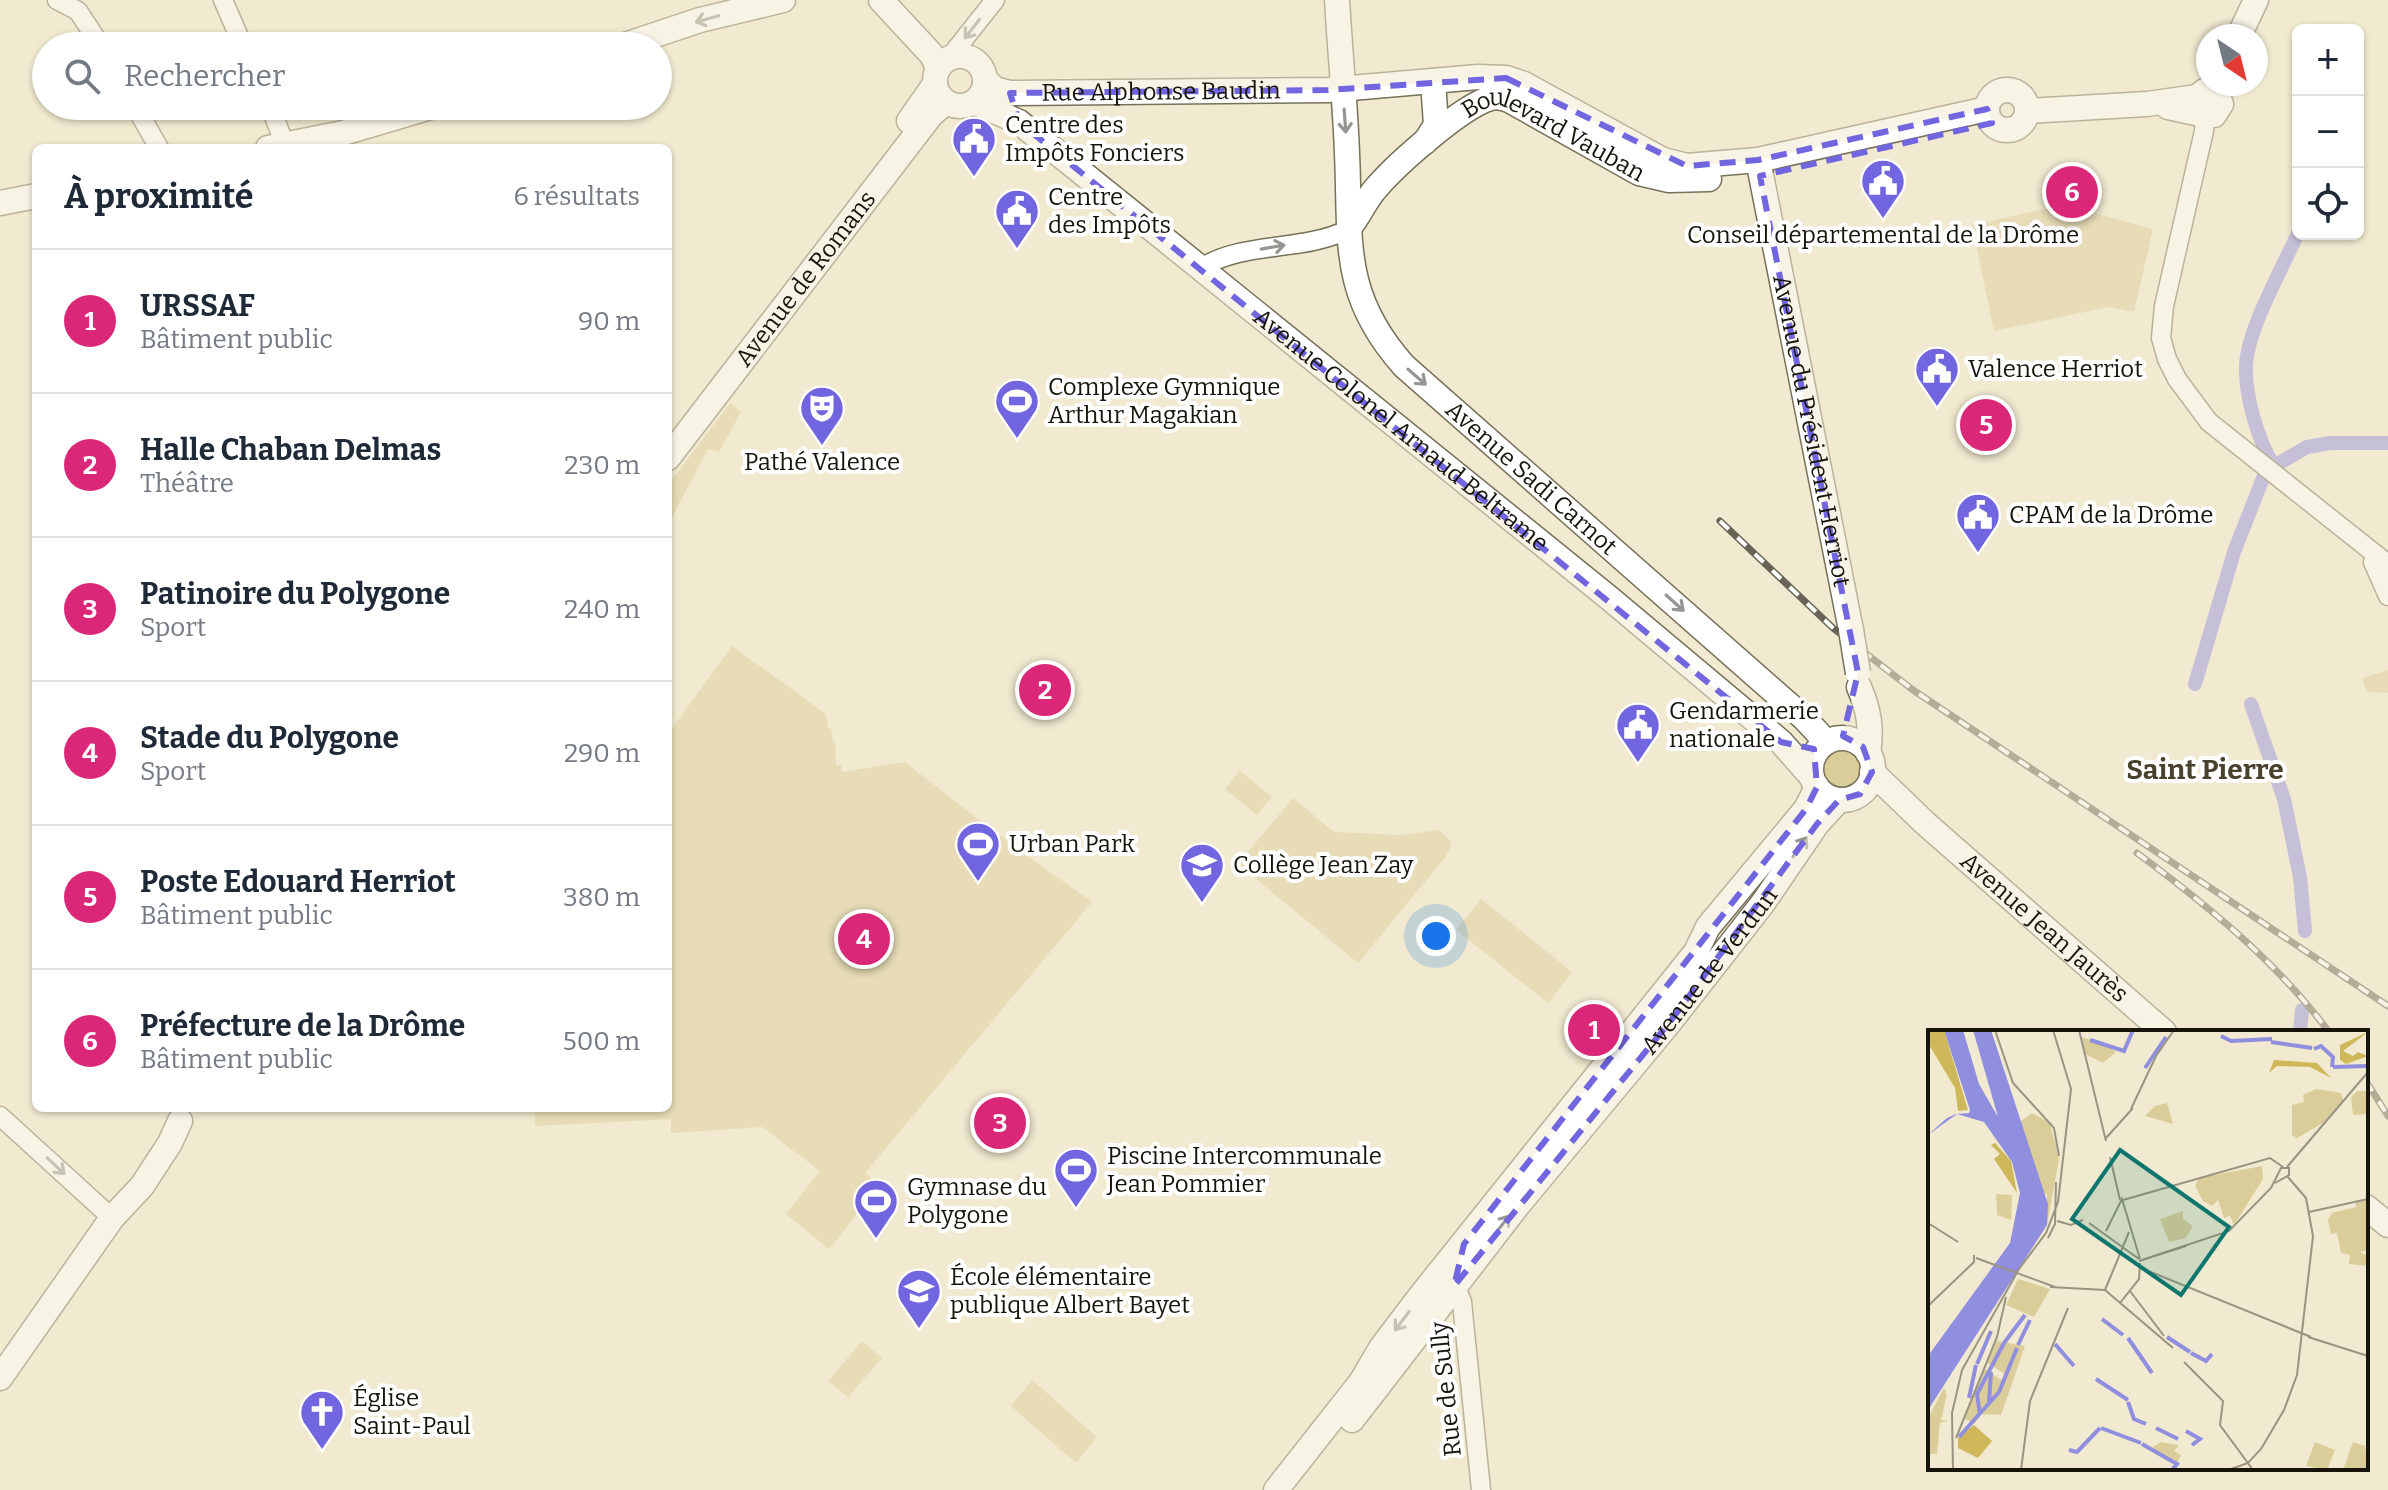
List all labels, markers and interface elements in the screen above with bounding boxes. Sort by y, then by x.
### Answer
one-way arrow [694,12,720,27]
one-way arrow [963,18,981,39]
north arrow [2196,24,2268,96]
map controls [2292,24,2364,240]
button: + [2292,24,2364,96]
search box [32,32,672,120]
icon: search [60,54,104,98]
text: Rechercher [124,58,285,94]
street label: Rue Alphonse Baudin [1041,76,1281,107]
street label: Boulevard Vauban [1456,83,1650,187]
button: − [2292,96,2364,168]
one-way arrow [1338,107,1353,134]
place label: Centre des Impôts Fonciers [1005,111,1185,167]
public building icon: Centre des Impôts Fonciers [950,115,998,178]
public building icon: Conseil départemental de la Drôme [1859,157,1907,220]
pin: 6 [2046,162,2098,222]
button: locate [2292,168,2364,240]
text: À proximité [64,176,254,217]
text: 6 résultats [513,181,640,212]
place label: Centre des Impôts [1048,183,1171,239]
street label: Avenue de Romans [730,186,882,372]
public building icon: Centre des Impôts [993,187,1041,250]
place label: Conseil départemental de la Drôme [1687,221,2079,249]
one-way arrow [1260,239,1285,254]
street label: Avenue du Président Herriot [1767,272,1856,589]
text: URSSAF [140,288,255,324]
street label: Avenue Colonel Arnaud Beltrame [1248,303,1554,557]
text: 1 [84,306,96,337]
text: 90 m [578,306,640,337]
text: Bâtiment public [140,324,333,355]
public building icon: Valence Herriot [1913,345,1961,408]
place label: Valence Herriot [1968,355,2143,383]
one-way arrow [1406,368,1426,386]
place label: Complexe Gymnique Arthur Magakian [1048,373,1280,429]
sports icon: Complexe Gymnique Arthur Magakian [993,377,1041,440]
theatre icon: Pathé Valence [798,384,846,447]
street label: Avenue Sadi Carnot [1440,395,1623,561]
pin: 5 [1960,395,2012,455]
text: Halle Chaban Delmas [140,432,441,468]
place label: Pathé Valence [744,448,900,476]
text: 2 [83,450,97,481]
text: 230 m [564,450,640,481]
text: Théâtre [140,468,234,499]
public building icon: CPAM de la Drôme [1954,491,2002,554]
place label: CPAM de la Drôme [2009,501,2213,529]
text: Patinoire du Polygone [140,576,450,612]
text: 3 [83,594,97,625]
text: 240 m [564,594,640,625]
one-way arrow [1664,594,1684,612]
text: Sport [140,612,206,643]
pin: 2 [1019,660,1071,720]
place label: Gendarmerie nationale [1669,697,1819,753]
public building icon: Gendarmerie nationale [1614,701,1662,764]
text: Stade du Polygone [140,720,399,756]
text: 4 [82,738,98,769]
text: 290 m [564,738,640,769]
district label: Saint Pierre [2126,753,2284,786]
text: Sport [140,756,206,787]
sports icon: Urban Park [954,820,1002,883]
place label: Urban Park [1009,830,1135,858]
one-way arrow [1792,836,1808,858]
school or university icon: Collège Jean Zay [1178,841,1226,904]
street label: Avenue Jean Jaurès [1955,847,2134,1008]
place label: Collège Jean Zay [1233,851,1414,879]
text: Poste Edouard Herriot [140,864,456,900]
text: 5 [83,882,97,913]
text: 380 m [563,882,640,913]
street label: Avenue de Verdun [1635,882,1783,1060]
text: Bâtiment public [140,900,333,931]
pin: 4 [838,909,890,969]
your location [1416,916,1456,956]
pin: 1 [1568,1000,1620,1060]
text: Préfecture de la Drôme [140,1008,465,1044]
text: 6 [82,1026,98,1057]
text: 500 m [563,1026,640,1057]
inset map [1928,1030,2368,1470]
text: Bâtiment public [140,1044,333,1075]
pin: 3 [974,1093,1026,1153]
place label: Piscine Intercommunale Jean Pommier [1106,1142,1382,1198]
sports icon: Piscine Intercommunale Jean Pommier [1052,1146,1100,1209]
one-way arrow [46,1157,66,1175]
place label: Gymnase du Polygone [907,1173,1047,1229]
sports icon: Gymnase du Polygone [852,1177,900,1240]
one-way arrow [1493,1215,1511,1236]
place label: École élémentaire publique Albert Bayet [950,1262,1190,1319]
school or university icon: École élémentaire publique Albert Bayet [895,1267,943,1330]
one-way arrow [1393,1310,1410,1331]
street label: Rue de Sully [1425,1320,1467,1458]
place label: Église Saint-Paul [353,1383,471,1440]
church icon: Église Saint-Paul [298,1388,346,1451]

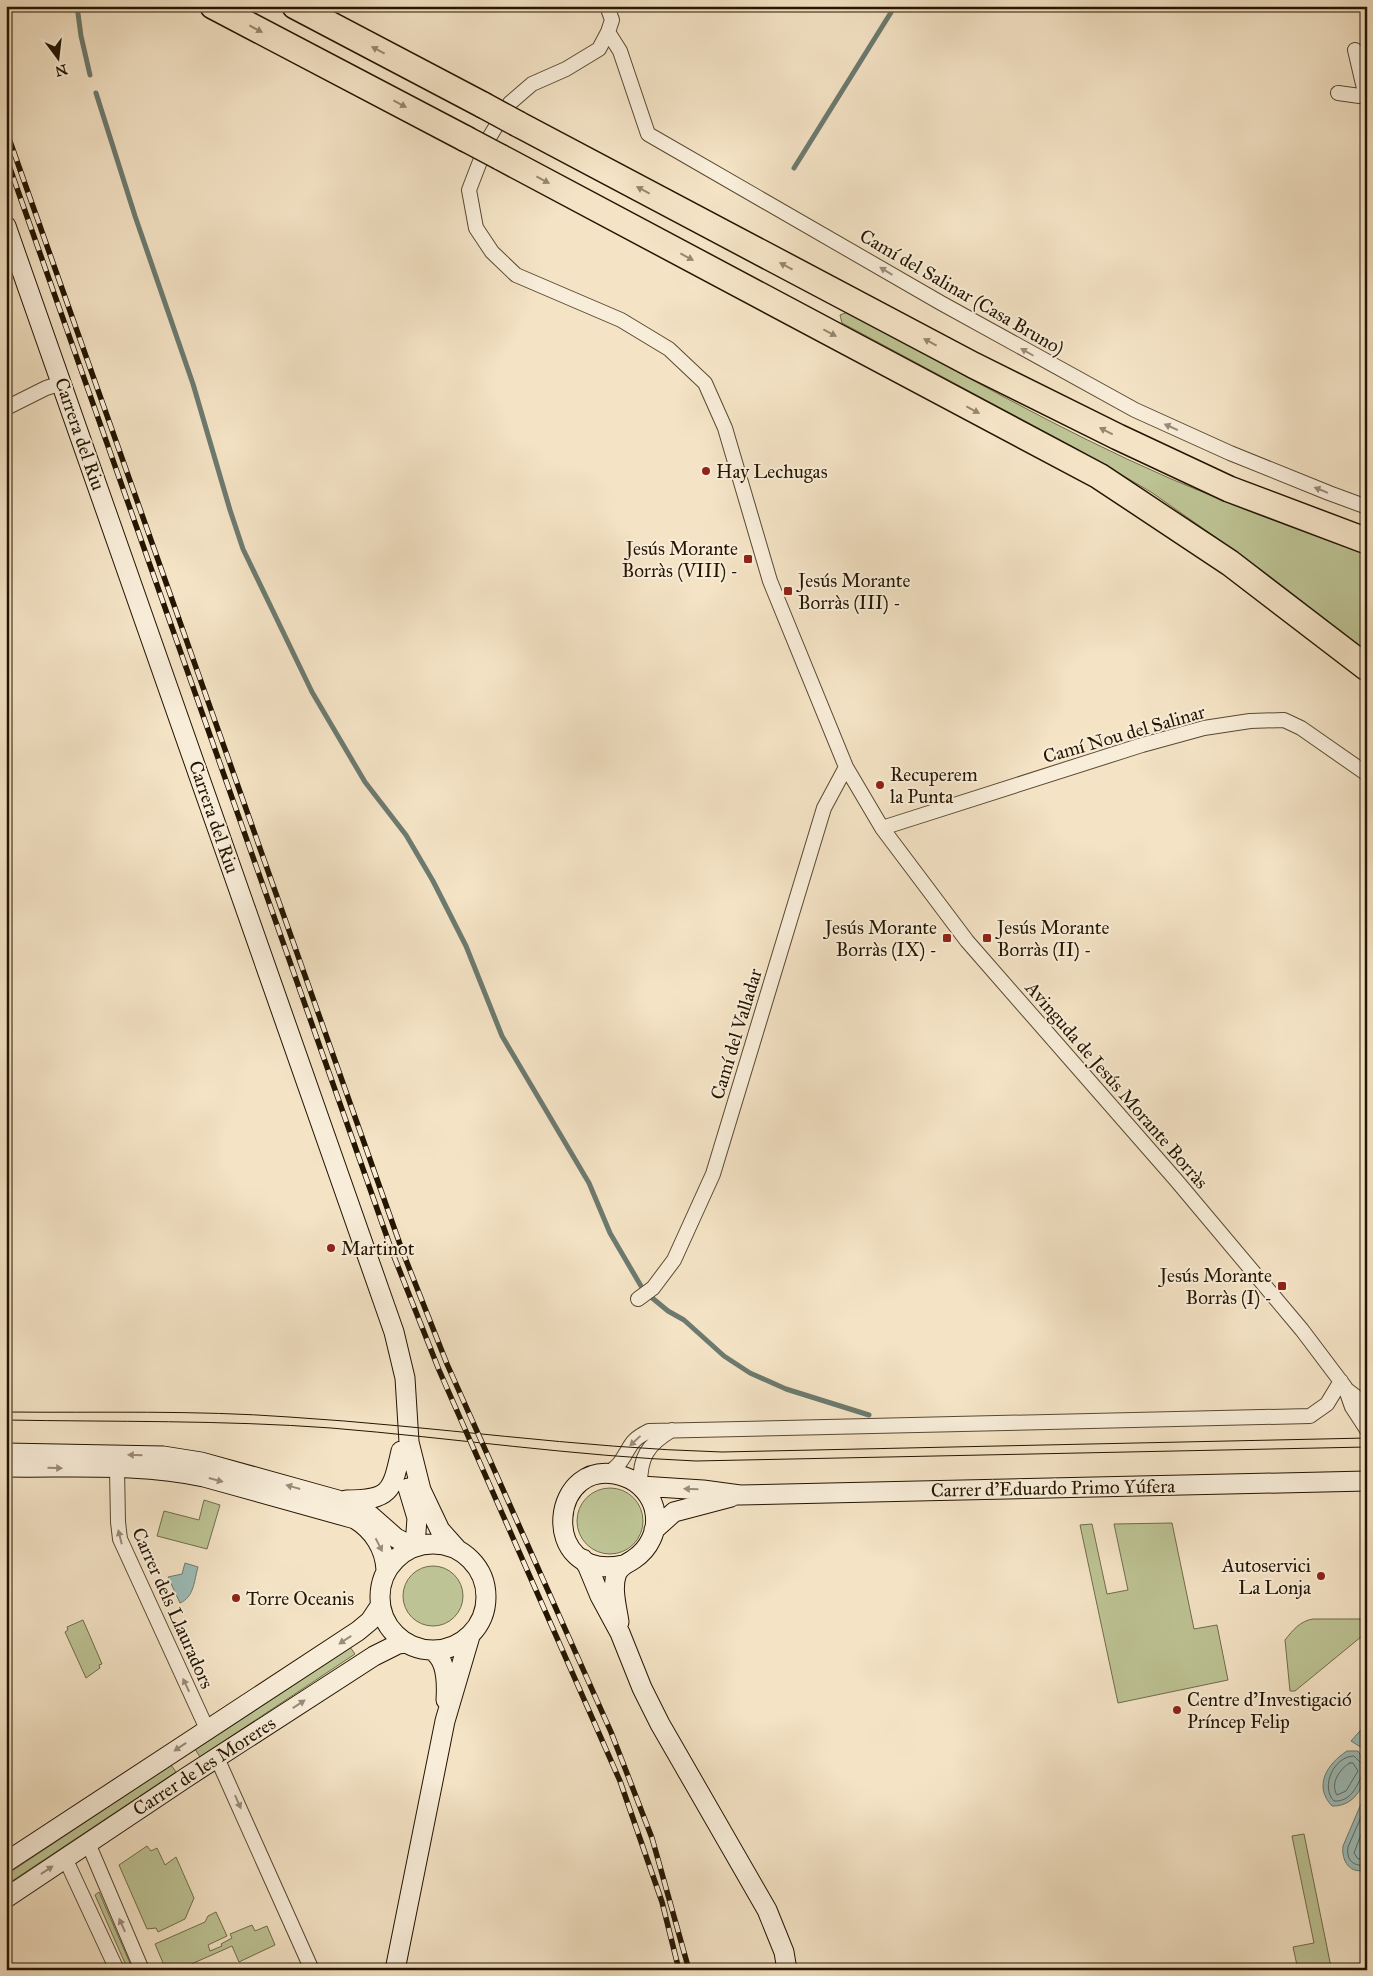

________________

Check each line of the records above, and copy those that hold the word "Pathé".

» **Output for this task**:
theatre icon: Pathé Valence [798,384,846,447]
place label: Pathé Valence [744,448,900,476]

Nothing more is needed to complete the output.